The Great Red Dragon Paintings


The Great Red Dragon Paintings are a series of watercolour paintings by the English poet and painter William Blake, painted between 1805 and 1810. It was during this period that Blake was commissioned to create over a hundred paintings intended to illustrate books of the Bible. These paintings depict 'The Great Red Dragon' in various scenes from the Book of Revelation.

The paintings

''The Great Red Dragon and the Woman Clothed in Sun''

Height: 43.7 cm, Width: 34.8 cm
Housed at the Brooklyn Museum.

''The Great Red Dragon and the Woman Clothed with the Sun''

This image is similar to the work of the same name in the Brooklyn Museum but the subject is shown from a different viewpoint and the figures are in different positions.
Height: 40.8 cm, Width: 33.7 cm
Housed at the National Gallery of Art, Washington D.C..

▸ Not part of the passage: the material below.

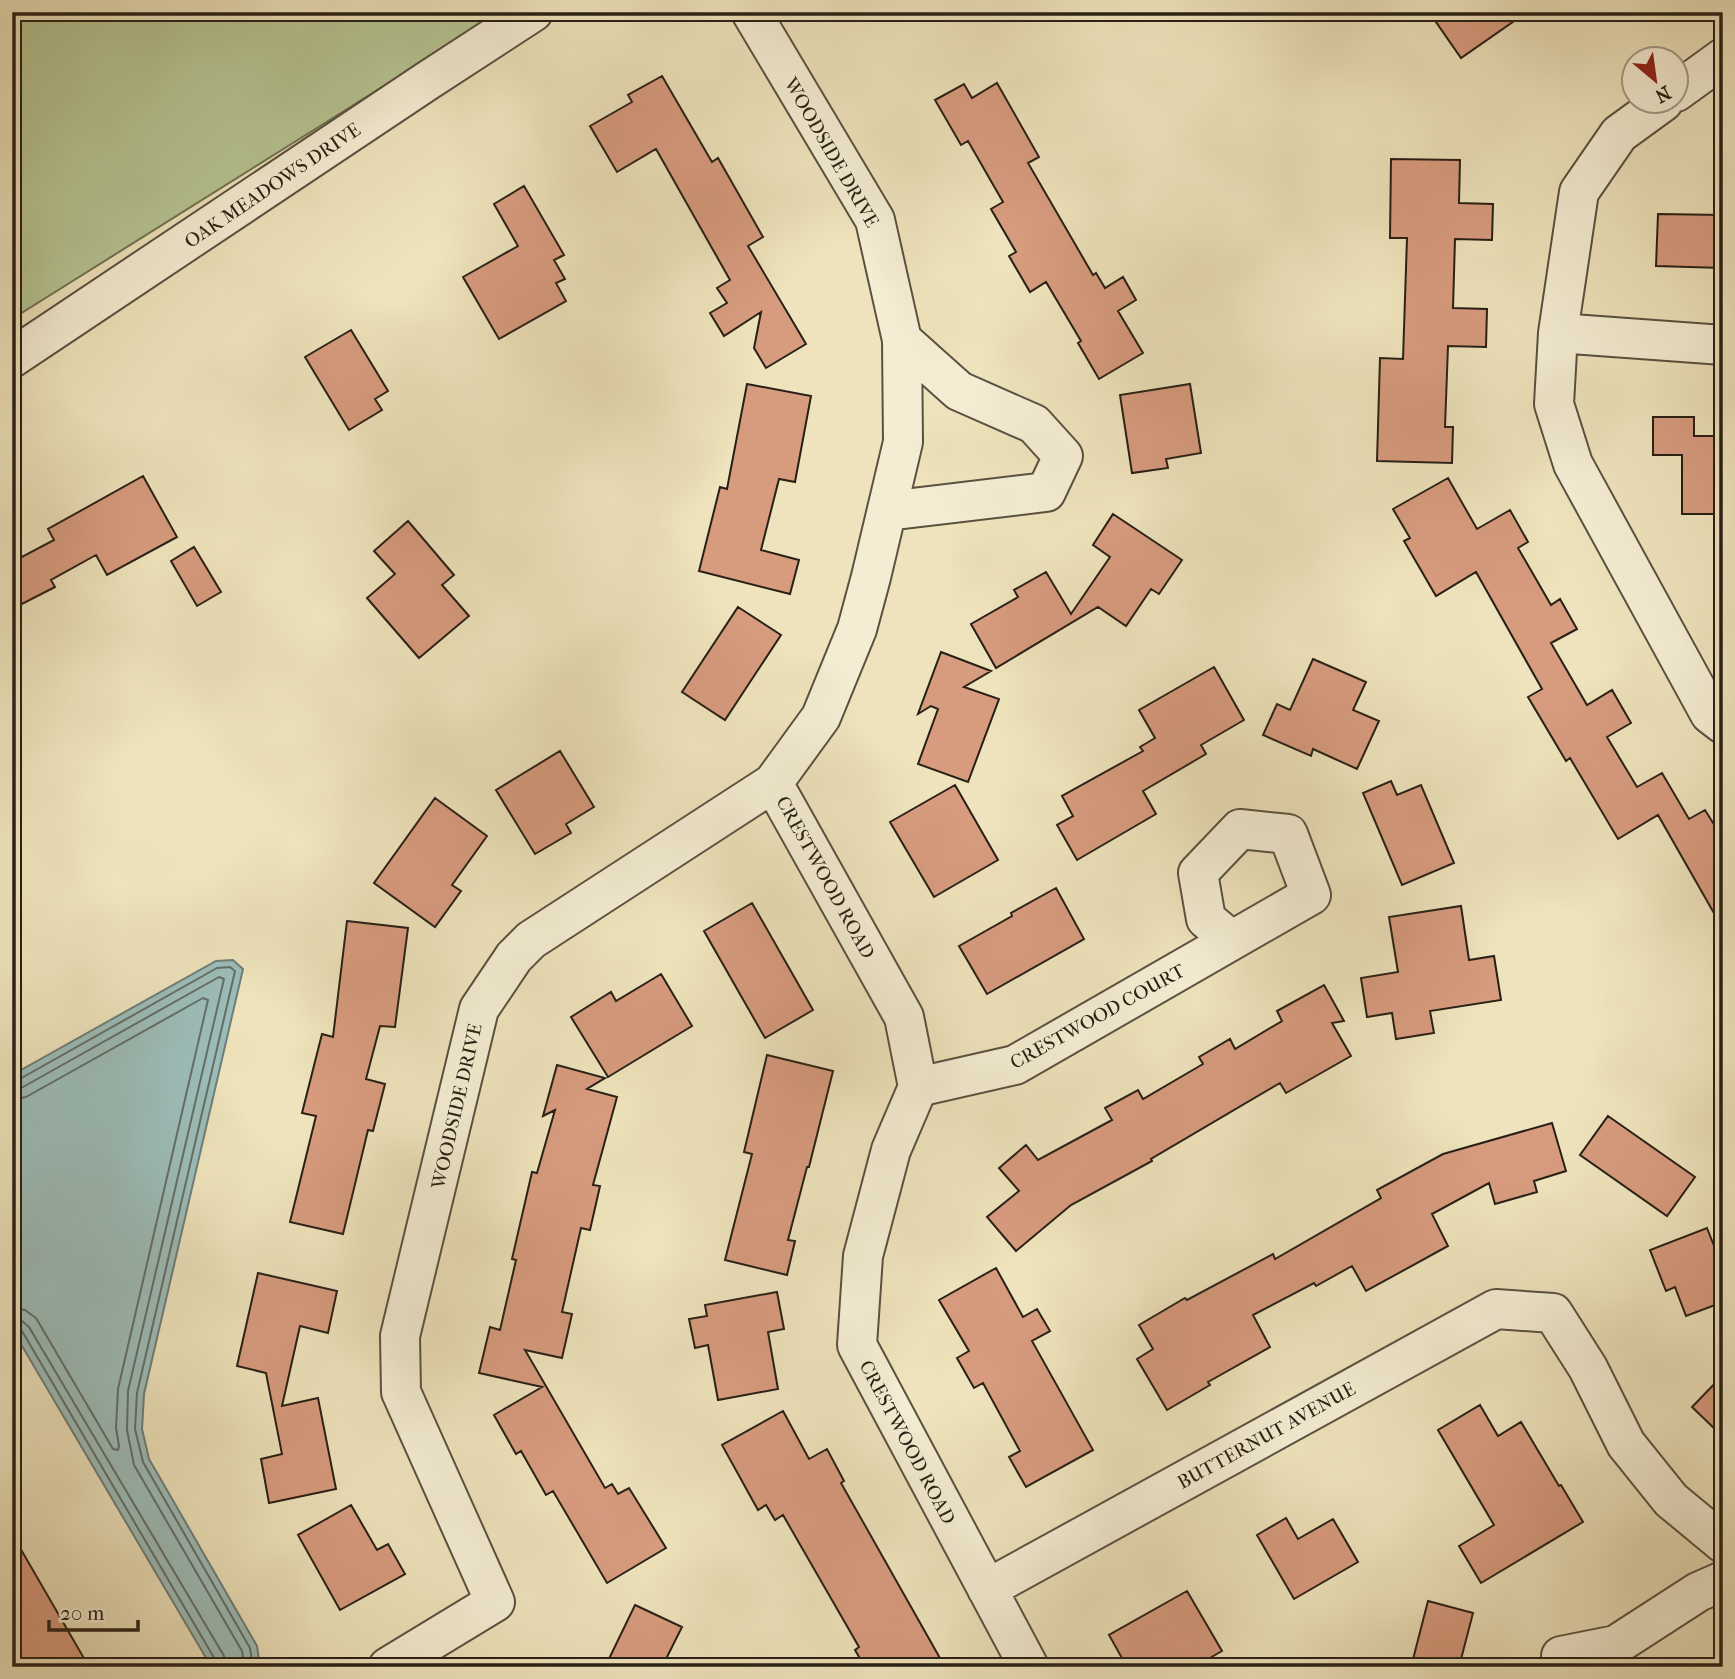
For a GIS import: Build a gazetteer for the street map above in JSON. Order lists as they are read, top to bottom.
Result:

''The Great Red Dragon and the Beast from the Sea''

Height: 40.1 cm, Width: 35.6 cm
Housed at the National Gallery of Art, Washington D.C..

''The Number of the Beast is 666''

Height: 40.6 cm, Width: 33.0 cm
Housed at: the Rosenbach Museum & Library

In media

The painting The Great Red Dragon and the Woman Clothed in Sun plays a prominent role in Thomas Harris' novel Red Dragon, its film adaptations, Manhunter and Red Dragon, and the TV series Hannibal, in which the primary antagonist Francis Dolarhyde has an obsession with the painting. Dolarhyde is fixated with the strength and power he thinks the dragon exudes, so he kills entire families to "become" the dragon. He also has a giant tattoo of the dragon on his back. The painting is also referenced as King Ghidorah in the 2019 movie .
It has also been used as the Oxford World's Classics front cover of The Private Memoirs and Confessions of a Justified Sinner.